-
Notifications
You must be signed in to change notification settings - Fork 2
Processing MPCCD images by DIALS
MPCCD support in DIALS is under development. This document is for developers and experts!
Here, we will process a lysozyme dataset we processed with CrystFEL in earlier sections (CXIDB #33, runs 266711-266721).
First, read an excellent documentation "Processing XFEL data with cctbx.xfel and DIALS" in Computational Crystallography Newsletter 2016, July.
We assume that you have built the latest version of DIALS and CCTBX from the respository.
Import one of the HDF5 files from Cheetah and run spot finding on the first several images.

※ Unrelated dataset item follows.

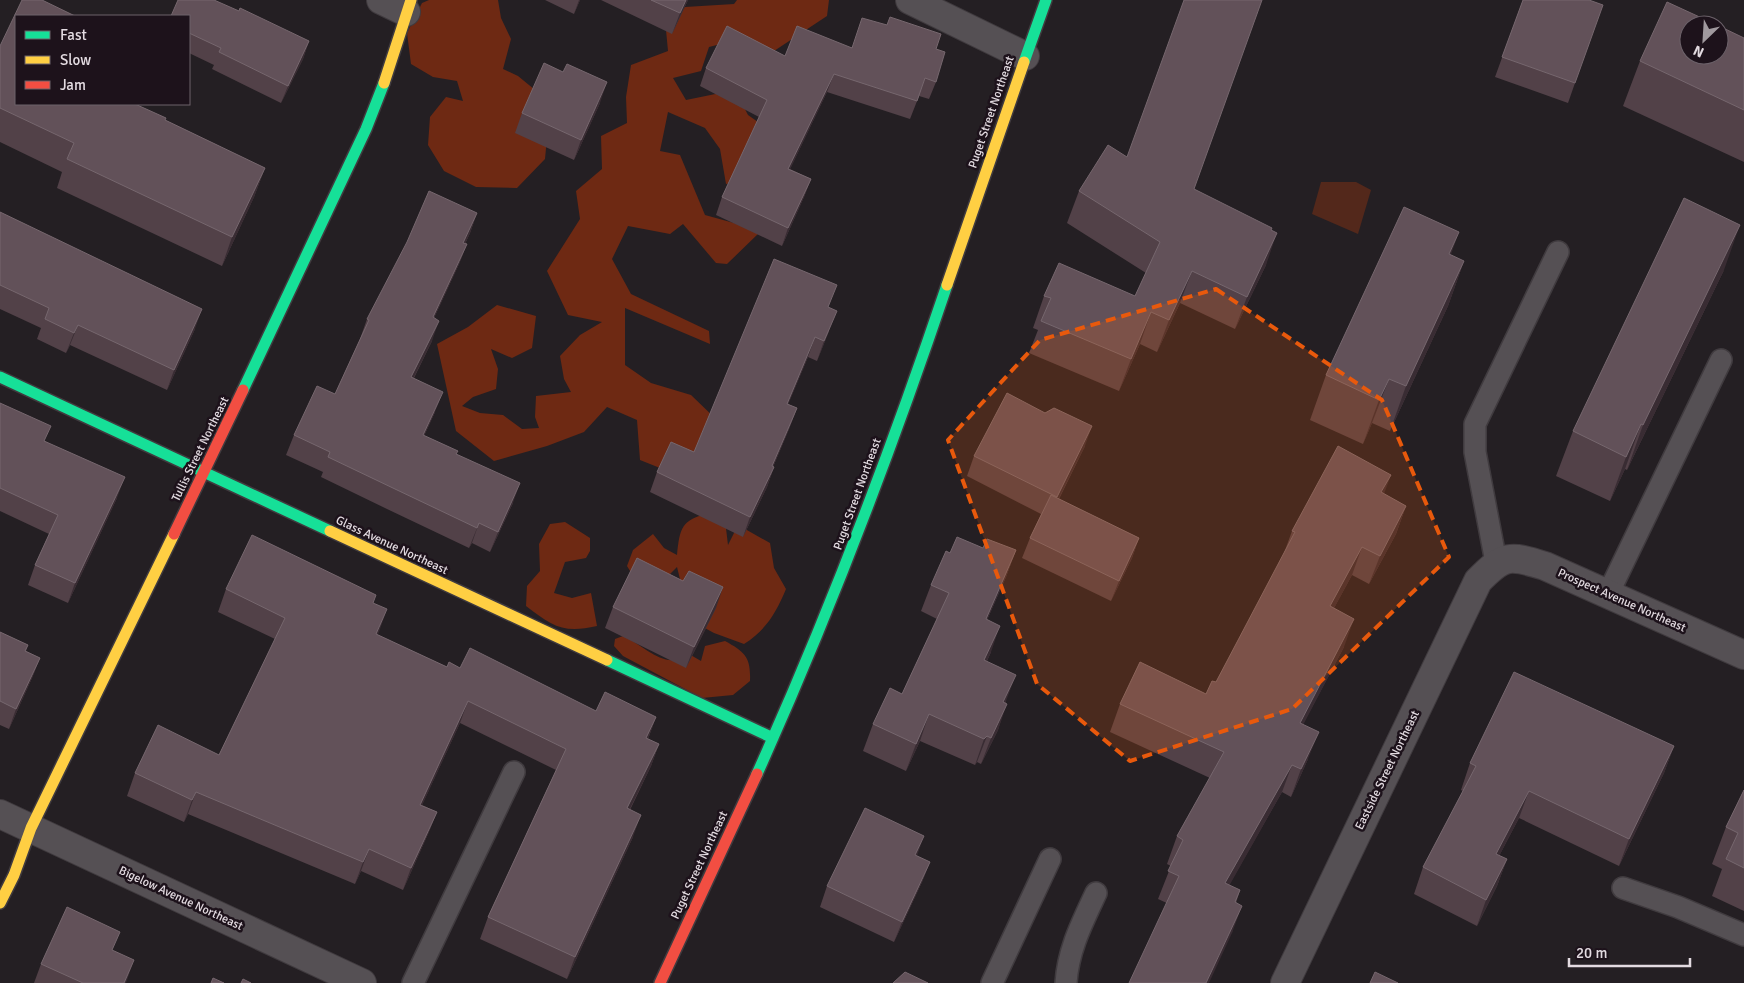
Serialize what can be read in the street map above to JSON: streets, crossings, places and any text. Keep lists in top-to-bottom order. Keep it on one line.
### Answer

dials.import run266711-0.h5
dials.find_spots datablock.json min_spot_size=1 d_max=20 scan_range=1,10
Inspect spot finding results in dials.image_viewer
. Detected spot centroids are marked by pink dots.

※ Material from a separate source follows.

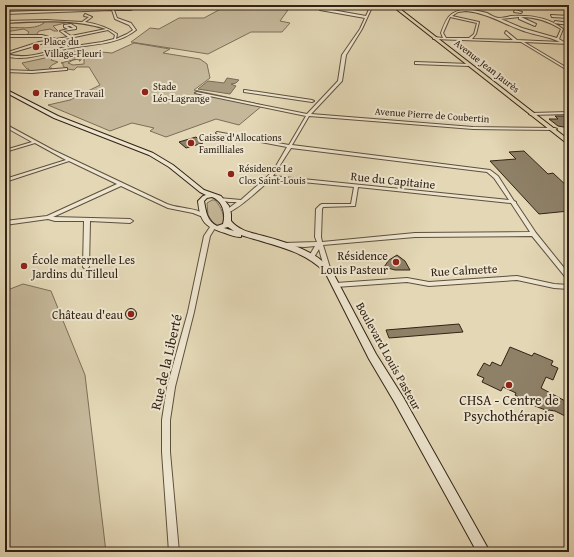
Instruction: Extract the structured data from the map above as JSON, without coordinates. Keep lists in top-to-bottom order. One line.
{"streets":{"main road":["Avenue Jean Jaurès","Boulevard Louis Pasteur"],"street":["Avenue Pierre de Coubertin","Rue du Capitaine","Rue Calmette","Rue de la Liberté"]},"crossings":[["Avenue Jean Jaurès","Avenue Pierre de Coubertin"],["Rue Calmette","Boulevard Louis Pasteur"],["Boulevard Louis Pasteur","Rue de la Liberté"]],"places":["Place du Village-Fleuri","Stade Léo-Lagrange","France Travail","Caisse d'Allocations Familliales","Résidence Le Clos Saint-Louis","Résidence Louis Pasteur","École maternelle Les Jardins du Tilleul","Château d'eau","CHSA - Centre de Psychothérapie"]}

dials.image_viewer datablock.json strong.pickle
If the result is unsatisfactory, tweak min_spot_size
(try 1, 2, 3) and global_threshold
. The gain
is 10, because the Cheetah pipeline normalizes 1 photon to be 10 counts in the output. You do not have to specify this in a command line argument, because it is automatically set by the dxtbx
format class. Also check the resolution of the beam stop shadow.
The dxtbx
class assumes that the images came from MPCCD in the experimental hutch 4 (BL3 EH4) and the detector distance was 50.0 mm. If not, you can override the initial geometry by MPCCD_DISTANCE
and MPCCD_GEOMETRY
environmental variables.
If you have an optimized geometry from CrystFEL, you can convert it to a DIALS geometry JSON file.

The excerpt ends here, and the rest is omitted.